Musée des beaux-arts de Mont-Saint-Hilaire
Musée virtuel du Canada

Racines

Expansion rayonnante. Composition de formes noires qui éclatent du centre de l'oeuvre, sur fond blanc, à la spatule.

Paul-Émile Borduas, Expansion rayonnante, 1956, huile sur toile.
Collection du Collection Musée des beaux-arts de Montréal,
don du Dr et de Mme Max Stern. Photo Luc Bouvrette.
© Succession Paul-Émile Borduas / SODRAC (2013)
Empreint de calme, d’insouciance et de découverte, son premier séjour en France, 1928-1930, correspond à une belle période dans la vie de Borduas. Pourtant, il n’en oublie pas ses racines et son attachement à Saint-Hilaire.

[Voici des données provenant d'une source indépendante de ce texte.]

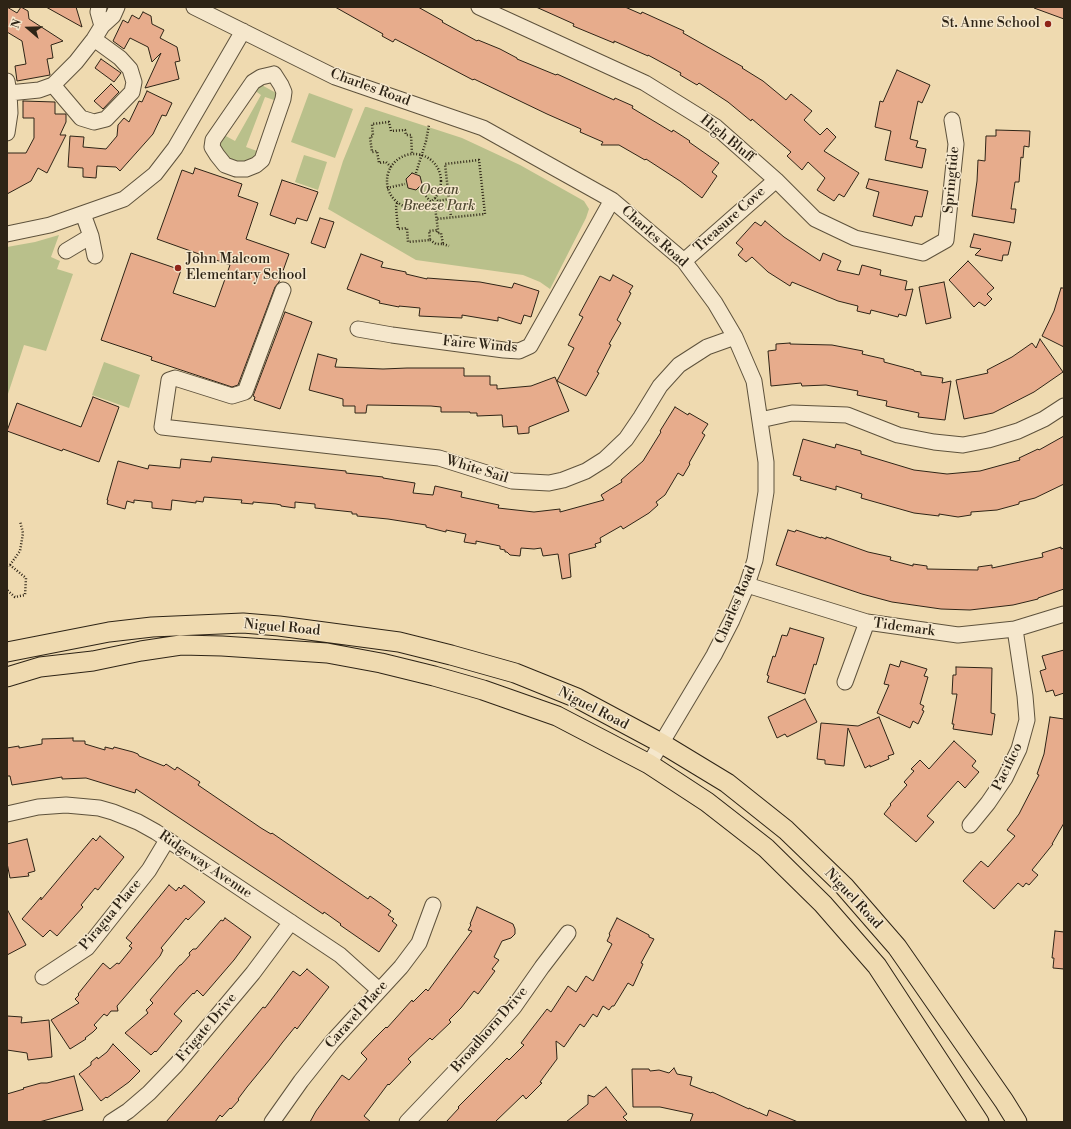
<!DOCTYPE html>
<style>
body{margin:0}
#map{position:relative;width:1071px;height:1129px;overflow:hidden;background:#efdab0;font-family:"Libre Bodoni",serif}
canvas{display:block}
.frame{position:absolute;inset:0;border:8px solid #2e2416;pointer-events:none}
.north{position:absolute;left:8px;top:8px;width:40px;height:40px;-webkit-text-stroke:3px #f5e7cc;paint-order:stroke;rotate:290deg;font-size:11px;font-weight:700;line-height:16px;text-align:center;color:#2e2416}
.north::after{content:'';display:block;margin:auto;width:14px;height:18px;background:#2e2416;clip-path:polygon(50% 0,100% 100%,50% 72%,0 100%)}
</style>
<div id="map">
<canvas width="1071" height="1129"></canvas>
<div class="frame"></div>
<div class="north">N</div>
</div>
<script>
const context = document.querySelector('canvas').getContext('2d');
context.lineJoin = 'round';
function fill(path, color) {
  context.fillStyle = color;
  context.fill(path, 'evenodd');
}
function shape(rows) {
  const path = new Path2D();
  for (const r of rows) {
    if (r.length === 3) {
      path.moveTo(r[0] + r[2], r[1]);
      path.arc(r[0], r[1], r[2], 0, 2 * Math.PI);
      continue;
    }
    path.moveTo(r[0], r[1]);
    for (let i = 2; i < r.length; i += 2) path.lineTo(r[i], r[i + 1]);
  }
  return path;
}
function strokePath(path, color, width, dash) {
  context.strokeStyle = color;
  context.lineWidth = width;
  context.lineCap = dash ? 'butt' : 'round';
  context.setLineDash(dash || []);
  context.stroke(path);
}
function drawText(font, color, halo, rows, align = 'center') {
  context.font = font + ' "Libre Bodoni",serif';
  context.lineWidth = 3;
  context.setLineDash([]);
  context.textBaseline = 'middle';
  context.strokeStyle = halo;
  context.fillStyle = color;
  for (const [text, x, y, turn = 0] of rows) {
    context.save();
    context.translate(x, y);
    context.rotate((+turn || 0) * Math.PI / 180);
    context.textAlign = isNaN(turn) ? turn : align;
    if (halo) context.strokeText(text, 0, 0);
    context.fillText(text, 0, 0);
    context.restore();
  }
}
fill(shape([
 [258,83,278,94,277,99,274,100,265,97,246,147,257,151,258,154,247,164,224,158,220,146,223,137,224,135,235,141,261,95,254,90],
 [309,93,353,109,335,158,291,142],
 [365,107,367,107,462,138,520,165,584,201,589,209,586,218,550,289,540,282,523,275,416,260,328,209,343,161],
 [304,155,327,162,318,190,295,182],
 [59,235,51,257,60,261,57,269,73,274,46,351,24,345,7,397,7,247,35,242],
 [104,362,140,375,129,408,92,395]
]), '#b9c08b');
const building = shape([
 [7,7,17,13,21,7,28,11,29,19,63,41,51,45,53,58,47,59,50,75,17,81,15,66,26,64,22,41,7,32,7,7],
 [46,7,76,7,82,27,46,7],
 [335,7,418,7,443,21,442,22,477,41,478,40,500,49,517,58,517,59,556,75,557,74,614,100,615,98,633,106,632,108,672,132,673,130,690,141,689,142,719,163,712,172,717,176,702,198,680,181,646,159,645,160,619,145,601,145,603,142,580,132,581,129,547,114,474,79,473,80,395,39,393,42,382,36,383,34,335,7],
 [536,7,625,7,641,14,642,12,684,31,683,33,743,67,742,68,763,81,786,100,791,94,812,111,804,120,820,135,827,128,836,137,824,151,859,173,844,197,839,194,834,201,817,190,825,178,808,162,802,170,787,156,791,152,752,119,751,121,728,102,699,83,697,85,680,75,681,73,648,55,648,56,614,41,614,43,573,26,574,24,536,7],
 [1034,7,1064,7,1064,19,1034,8,1034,7],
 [143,12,151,16,152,24,164,30,160,38,177,47,180,61,175,62,179,79,145,88,161,53,152,62,148,47,130,38,124,49,113,41,123,20,128,23,132,15,139,19,143,12],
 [101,59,121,73,114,82,95,68,101,59],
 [897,70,930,85,922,103,918,101,910,139,918,141,916,147,926,149,922,168,885,160,891,131,875,127,880,101,883,102,897,70],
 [111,84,119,92,103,109,94,101,111,84],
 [147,91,172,103,166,116,162,115,153,134,120,171,116,167,97,166,96,178,83,177,83,168,68,167,70,136,84,137,83,147,106,149,117,136,118,125,124,118,129,122,139,101,142,102,147,91],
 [23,101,55,102,55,114,66,114,66,122,60,135,66,135,47,173,38,168,31,181,7,194,7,153,26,153,34,138,34,118,23,118,23,101],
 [996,130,1030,131,1029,147,1024,146,1023,158,1021,157,1019,182,1015,182,1011,209,1016,209,1014,223,972,216,977,181,978,160,985,161,986,136,996,136,996,130],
 [195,168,242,184,238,196,258,203,246,239,289,254,279,282,275,287,238,385,232,387,151,360,152,357,101,340,131,253,181,270,173,293,215,307,230,265,157,239,182,170,193,174,195,168],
 [412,173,420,176,422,184,416,190,408,188,406,179,412,173],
 [869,179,928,191,922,217,915,216,912,226,873,216,879,192,866,188,869,179],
 [282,180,318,192,307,221,297,218,295,224,270,215,282,180],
 [320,218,334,222,325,248,311,243,320,218],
 [765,221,784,237,820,261,823,253,841,261,837,270,859,275,862,265,881,270,880,275,907,281,905,290,913,289,906,316,899,314,898,317,871,310,870,314,857,311,858,306,838,301,792,282,790,286,768,272,752,257,746,262,738,255,743,249,736,243,755,222,761,226,765,221],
 [974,234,1011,242,1008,255,1003,255,1002,261,975,255,981,249,970,247,974,234],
 [361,254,383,262,381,267,406,272,406,274,427,279,427,278,480,282,512,288,514,283,539,291,531,317,524,315,521,324,498,317,498,321,462,315,462,318,419,316,420,308,399,306,399,307,379,303,380,301,347,289,361,254],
 [968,261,994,288,987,294,992,299,985,306,979,302,974,307,949,280,968,261],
 [613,275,633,286,629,292,631,293,617,320,621,323,609,344,611,345,597,372,599,373,586,396,557,381,574,348,568,345,583,317,579,315,600,276,610,281,613,275],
 [944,282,951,318,926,324,919,287,944,282],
 [1061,288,1064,288,1064,347,1042,336,1054,311,1061,288],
 [285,312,312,322,280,409,254,400,255,397,253,396,285,312],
 [1040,339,1063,372,1034,392,993,413,964,419,956,380,988,373,987,370,1012,357,1032,343,1036,348,1040,339],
 [790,343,790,344,832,345,863,351,862,354,884,359,884,362,914,370,914,371,921,372,921,375,943,378,942,383,951,381,945,420,918,417,919,413,886,406,887,401,857,395,858,391,826,385,802,386,801,383,771,386,768,351,776,350,776,344,790,343],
 [318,354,337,359,335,367,383,369,407,368,464,368,464,376,490,376,490,385,497,385,497,389,531,386,555,377,569,411,529,427,529,433,518,434,517,426,503,427,502,415,477,416,477,413,470,413,470,412,441,412,441,407,431,406,367,405,366,413,355,413,355,406,343,406,343,399,309,390,318,354],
 [93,397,119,407,99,462,63,449,62,451,7,431,17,403,81,427,93,397],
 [675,407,688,415,689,413,708,424,702,433,705,435,689,463,690,464,683,476,678,473,665,495,656,502,658,505,649,513,623,529,621,526,600,538,601,542,595,544,596,547,569,554,571,577,562,579,558,554,543,556,541,548,534,549,521,548,520,556,510,555,507,552,505,552,505,550,500,549,500,546,476,541,476,544,464,542,466,534,446,530,446,532,426,527,426,525,388,519,357,516,357,514,352,514,352,512,315,508,315,504,295,502,295,508,281,506,281,505,276,504,253,502,253,504,241,503,242,500,204,497,203,502,196,501,196,503,172,500,171,510,152,508,152,502,134,500,134,503,127,501,125,509,107,504,108,500,107,500,118,461,148,469,149,465,180,468,181,459,211,462,212,457,346,471,346,473,383,477,383,478,415,483,413,493,433,495,435,486,462,492,461,497,499,505,498,508,534,512,560,509,560,512,604,500,601,495,622,482,621,480,643,461,661,432,660,431,675,407],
 [1064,436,1064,484,1035,498,1019,502,1019,504,997,510,971,512,971,515,958,517,939,514,939,516,914,513,861,498,862,494,836,486,836,490,800,480,801,477,793,475,803,439,835,448,836,444,861,451,861,454,914,470,947,474,980,471,1020,460,1019,458,1038,449,1039,450,1064,436],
 [788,530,795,532,796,530,821,538,821,537,826,539,826,537,868,552,891,557,890,560,913,566,913,564,927,566,927,569,978,570,978,567,992,565,992,568,1043,557,1042,553,1061,547,1061,549,1064,548,1064,589,1038,598,1038,599,1013,605,970,610,941,609,892,602,862,594,776,565,788,530],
 [790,628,824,638,816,665,814,664,805,694,767,682,769,676,767,675,773,656,775,657,782,635,787,636,790,628],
 [1064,650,1064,693,1055,696,1053,690,1046,692,1040,671,1046,669,1042,656,1064,650],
 [901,661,927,669,924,676,928,677,920,704,924,706,922,710,924,711,918,724,913,721,910,728,877,713,889,685,884,684,890,664,899,667,901,661],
 [956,667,992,668,991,713,995,714,992,735,953,729,954,724,952,724,957,694,952,694,953,675,956,675,956,667],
 [805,699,817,722,787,737,785,734,777,738,768,717,805,699],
 [879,717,894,754,888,756,889,759,870,767,870,765,865,768,848,728,844,766,825,764,825,760,817,759,821,723,858,726,879,717],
 [1050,717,1064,719,1064,823,1052,844,1053,844,1032,870,1038,875,1029,885,1026,883,1023,887,1018,883,994,909,963,881,981,861,988,867,1015,836,1007,830,1019,814,1039,775,1037,774,1044,754,1050,717],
 [73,738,73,741,85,741,85,744,105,750,105,747,113,749,114,747,133,752,138,754,139,756,164,766,166,764,175,770,177,767,200,782,198,785,261,828,271,834,272,833,368,899,370,896,391,911,388,915,394,919,392,921,397,925,379,952,340,925,341,924,324,912,323,914,283,887,136,789,135,793,86,778,62,779,62,777,12,785,10,776,7,776,7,748,19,746,19,748,42,744,42,739,73,738],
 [954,741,976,761,972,766,979,772,965,788,958,781,927,816,934,822,916,842,884,814,891,805,890,804,907,785,904,782,914,771,911,769,920,760,929,769,954,741],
 [100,836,124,857,98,890,95,888,81,905,83,907,57,936,50,930,43,937,22,919,41,897,41,900,93,838,96,841,100,836],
 [27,839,35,871,28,873,29,876,10,878,7,863,7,844,27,839],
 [169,885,176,891,179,887,181,889,184,885,205,902,188,920,186,918,161,948,163,950,160,956,117,1006,118,1011,111,1011,107,1016,104,1014,94,1025,97,1028,93,1032,85,1038,86,1039,70,1049,51,1020,79,1003,75,999,79,995,78,994,103,963,110,969,117,963,119,964,132,948,129,946,132,943,126,938,169,885],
 [477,907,513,924,515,929,515,934,511,938,502,941,494,957,499,960,492,969,495,971,478,994,474,991,461,1008,449,1020,451,1022,432,1040,430,1038,408,1059,411,1062,389,1085,388,1084,364,1116,371,1122,310,1122,316,1111,342,1075,349,1080,367,1059,361,1053,374,1039,386,1027,387,1028,412,1000,413,1002,426,989,428,991,472,931,468,930,471,925,470,924,477,907],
 [7,909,26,945,7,955,7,909],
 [225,918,251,937,234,960,203,996,197,990,194,994,193,993,174,1014,182,1021,156,1052,155,1051,151,1055,125,1033,148,1013,146,1010,153,1003,150,1000,180,965,181,965,190,955,189,953,193,949,196,949,221,920,223,921,225,918],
 [617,918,649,935,649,937,654,939,641,963,643,964,633,986,628,983,614,1006,612,1006,609,1010,603,1006,597,1017,593,1014,584,1027,580,1024,564,1047,556,1041,557,1059,540,1082,542,1083,526,1099,523,1095,495,1122,446,1122,459,1108,458,1107,507,1058,509,1060,524,1045,521,1043,530,1031,547,1009,551,1012,568,986,576,992,586,976,593,981,612,944,607,941,610,935,609,934,617,918],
 [1055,931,1064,932,1064,969,1053,968,1054,958,1052,958,1055,931],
 [307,969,329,987,297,1029,295,1027,282,1043,270,1059,247,1087,238,1099,239,1100,231,1109,230,1108,222,1117,220,1115,215,1122,166,1122,199,1084,263,1007,265,1008,293,971,300,976,307,969],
 [7,1016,22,1017,21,1023,49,1020,52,1057,28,1060,27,1053,7,1050,7,1016],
 [113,1044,140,1071,129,1082,107,1098,106,1097,101,1101,79,1074,91,1065,91,1062,97,1057,98,1059,107,1052,113,1044],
 [674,1068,677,1074,692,1077,690,1085,711,1093,712,1092,749,1109,749,1108,767,1116,769,1110,798,1122,690,1122,693,1114,660,1107,633,1107,632,1069,649,1069,650,1071,659,1070,669,1073,674,1068],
 [74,1076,83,1110,39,1122,7,1122,7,1094,24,1089,23,1088,41,1083,47,1083,74,1076],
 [606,1087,627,1114,623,1117,628,1122,566,1122,588,1104,588,1095,594,1097,606,1087]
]);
fill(building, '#e7ac8c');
strokePath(building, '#2e2416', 1);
const minor = shape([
 [99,7,98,12,102,26],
 [194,7,335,77,483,128,612,200,684,261,715,303,735,337,754,381,766,462,766,492,755,560,747,585,732,620,714,655,649,764],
 [479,7,645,83,716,127,776,180,815,219,855,238,923,253,946,240,956,144,952,120],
 [274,74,281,85,284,92,283,99,262,160,256,165,246,169,236,169,225,165,217,155,212,147,213,140,253,82,261,77,274,74],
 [7,81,9,93,10,113,7,133],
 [53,85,81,118,94,122,106,119,132,92,134,82,130,69,120,58,94,39],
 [9,93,39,90,53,85,76,62,94,39,102,26,113,16,117,7],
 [83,214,91,236,95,256],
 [7,234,50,225,124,199,155,174,175,148,243,31],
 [66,251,91,236],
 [684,261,776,180],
 [283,290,245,392,232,396,175,378,169,380,162,427,439,458,512,481,549,483,563,480,586,471,605,459,626,439,641,417,660,386,679,365,707,347,735,337],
 [358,329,392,335,504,350,519,351,530,346,612,200],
 [760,420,792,413,847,415,898,435,934,442,963,445,988,440,1018,431,1044,419,1064,406],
 [747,585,867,622,958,635,1015,629,1064,614],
 [845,682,867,622],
 [7,814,38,807,66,805,99,808,113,812,138,822,156,832,340,955,379,990],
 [970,825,988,803,1005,778,1019,749,1027,720,1025,696,1015,629],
 [43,977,87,948,149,870,167,840],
 [111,1122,128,1111,149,1093,176,1065,253,973,291,922],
 [272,1122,301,1081,332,1042,401,967,419,943,433,905],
 [407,1122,486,1039,514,1007,542,967,568,933]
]);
const major = shape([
 [7,652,109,632,152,627,243,623,279,626,399,642,451,655,515,673,577,698,661,743,727,783,786,830,844,886,897,947,1004,1101,1017,1122],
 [7,677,40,667,93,661,141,651,181,645,222,646,327,653,381,663,434,676,483,690,557,716,649,764,707,802,766,848,823,904,877,966,979,1122]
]);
strokePath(minor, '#5e523c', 17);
strokePath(major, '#2e2416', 21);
strokePath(shape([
 [414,181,27],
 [391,167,386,162,379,163,377,151,372,152,370,137,373,136,372,124,389,122,391,131,405,130,406,135,411,135,412,154],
 [416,173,426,141,429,125],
 [387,188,405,184],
 [435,198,438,201,449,199,445,164,479,160,485,214,436,219],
 [449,199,451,217],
 [397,203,396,207,398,229,407,228,408,242,430,240,429,231,438,230,435,207,420,189],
 [430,240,436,244,443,244,441,233,437,233,438,230],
 [443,244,449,246],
 [10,565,20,551,23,533,20,521],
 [7,566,10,565,26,578,25,595,15,597,7,590]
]), '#2e2416', 2.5, [1, 2]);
strokePath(minor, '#f5e7cc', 15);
strokePath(major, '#efdab0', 19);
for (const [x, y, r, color] of [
 [1048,24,4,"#8f2418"],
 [178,268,4,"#8f2418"]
]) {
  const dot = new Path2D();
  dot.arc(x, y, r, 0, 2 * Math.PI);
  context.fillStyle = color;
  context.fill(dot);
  strokePath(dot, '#f5e7cc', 1.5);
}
drawText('14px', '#2e2416', '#f5e7cc', [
 ["St. Anne School",1040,24],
 ["John Malcom",186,260,"left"],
 ["Elementary School",186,276,"left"]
], 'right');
drawText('14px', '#2e2416', '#f5e7cc', [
 ["Charles Road",370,88,20],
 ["High Bluff",727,139,39],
 ["Springtide",952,180,-85],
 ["Treasure Cove",730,220,-42],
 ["Charles Road",654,237,42],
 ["Faire Winds",480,345,5],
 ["White Sail",477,470,17],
 ["Charles Road",736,605,-67],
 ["Niguel Road",282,628,5],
 ["Tidemark",904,628,8],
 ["Niguel Road",593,709,27],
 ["Pacifico",1008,767,-64],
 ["Ridgeway Avenue",205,865,34],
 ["Niguel Road",853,899,47],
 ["Piragua Place",111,915,-50],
 ["Caravel Place",357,1015,-48],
 ["Frigate Drive",207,1028,-50],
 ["Broadhorn Drive",490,1030,-49]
]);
drawText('italic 14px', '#514b33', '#f5e7cc', [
 ["Ocean",439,191],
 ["Breeze Park",439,207]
]);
</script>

Il apprivoise Paris et séjourne aussi en province pour explorer et visiter plusieurs régions comme la Bretagne :
« Ici, je suis bien et le plus heureux du monde. Vendredi dernier j'arrivais de Bretagne où j'ai passé un magnifique mois de vacances à la plage. La semaine prochaine je partirai pour la Lorraine où je décorerai la plus belle des petites églises, juge de mon plaisir. La France est un pays merveilleux mais surtout Paris. À cause de tout ça je ne m'ennuie pas, tout en pensant souvent oh! très souvent à mon beau Canada, à Saint-Hilaire et à mes amis.
»

La vie française lui plaît beaucoup, le milieu artistique aussi. Il est enchanté par les impressionnistes et les artistes de la vague moderniste tels que Picasso. Il aimerait prolonger son séjour, mais la réalité l’oblige à rentrer au pays.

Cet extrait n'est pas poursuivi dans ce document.